Moshe’s attempt at redeeming the children of Israel was not a simple task. Pharaoh’s consent was not Moshe’s only problem. Making headway with his enslaved brethren was no less difficult. The burden of slavery was so overwhelming and the impression it made on the slaves’ souls was crippling: “And Moshe spoke this to the Israelites, but they did not heed Moshe out of shortness of breath and hard work (ume’avodah kasha).’ (Exodus 6:9)
Ramban (Rabbi Moshe ben Nahman – Spain 13th century), I think, captures the plain sense of what Moshe was up against: “It was not because they did not believe in God and His prophets, but rather they could not listen because they were overburdened, and even though they knew that they might be free afterwards, they feared being killed by Pharaoh’s sword.” (adapted)
A 2rd century midrash asserts a different root cause for the inability of the slaves to identify with Moshe’s message.
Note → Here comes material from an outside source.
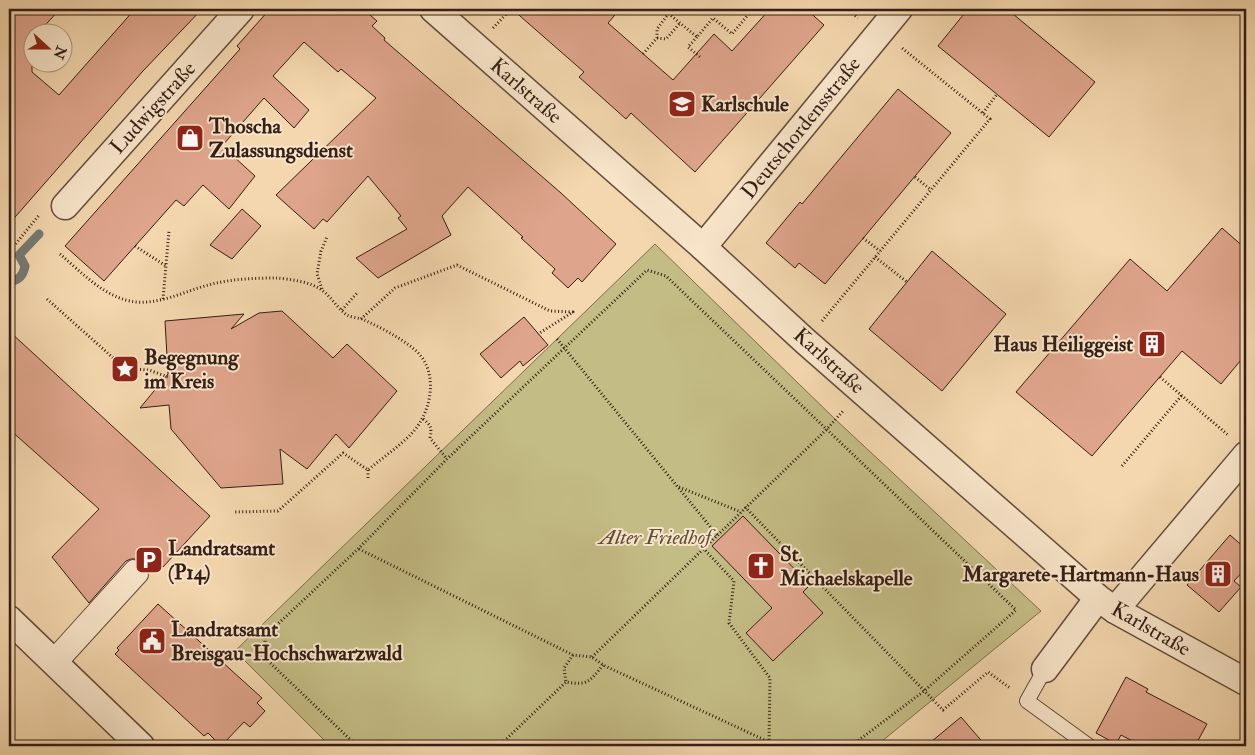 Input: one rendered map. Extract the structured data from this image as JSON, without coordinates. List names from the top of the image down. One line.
{"streets":{"street":["Karlstraße","Ludwigstraße","Deutschordensstraße"]},"crossings":[["Karlstraße","Deutschordensstraße"]],"parks":["Alter Friedhof"],"places":{"school or university":["Karlschule"],"shop":["Thoscha Zulassungsdienst"],"building":["Haus Heiliggeist","Margarete-Hartmann-Haus"],"place":["Begegnung im Kreis"],"parking":["Landratsamt (P14)"],"church":["St. Michaelskapelle"],"public building":["Landratsamt Breisgau-Hochschwarzwald"]},"north":"right"}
Here “avodah kasha” is understood to mean not “hard work” but rather “idol worship” (“avodah” can also mean “service”): “Rabbi Yehuda ben Batera says: Behold it says: ‘They would not listen to Moshe out of shortness of breath and hard work.’ (Exodus 6:9) Can you imagine a person receiving good news and not being happy… your master sets you free and you are not happy? If so, what could the Torah [possibly] mean when it says that ‘they would not listen to Moshe?’ It [must] mean that it was hard for them to give up their idol worship. As it says: ‘Caste away every one of you, the detestable things that you are drawn to and do not defile yourselves with the fetishes of Egypt.’ (Ezekiel 20:7) and immediately afterwards it says: ‘But they defied Me and refused to listen to Me… But I acted for the sake of My name.’ (20:8-9)” (Mekhilta d’Rabbi Yishmael Piskha 5, Horowitz-Rabin ed. p. 15-16)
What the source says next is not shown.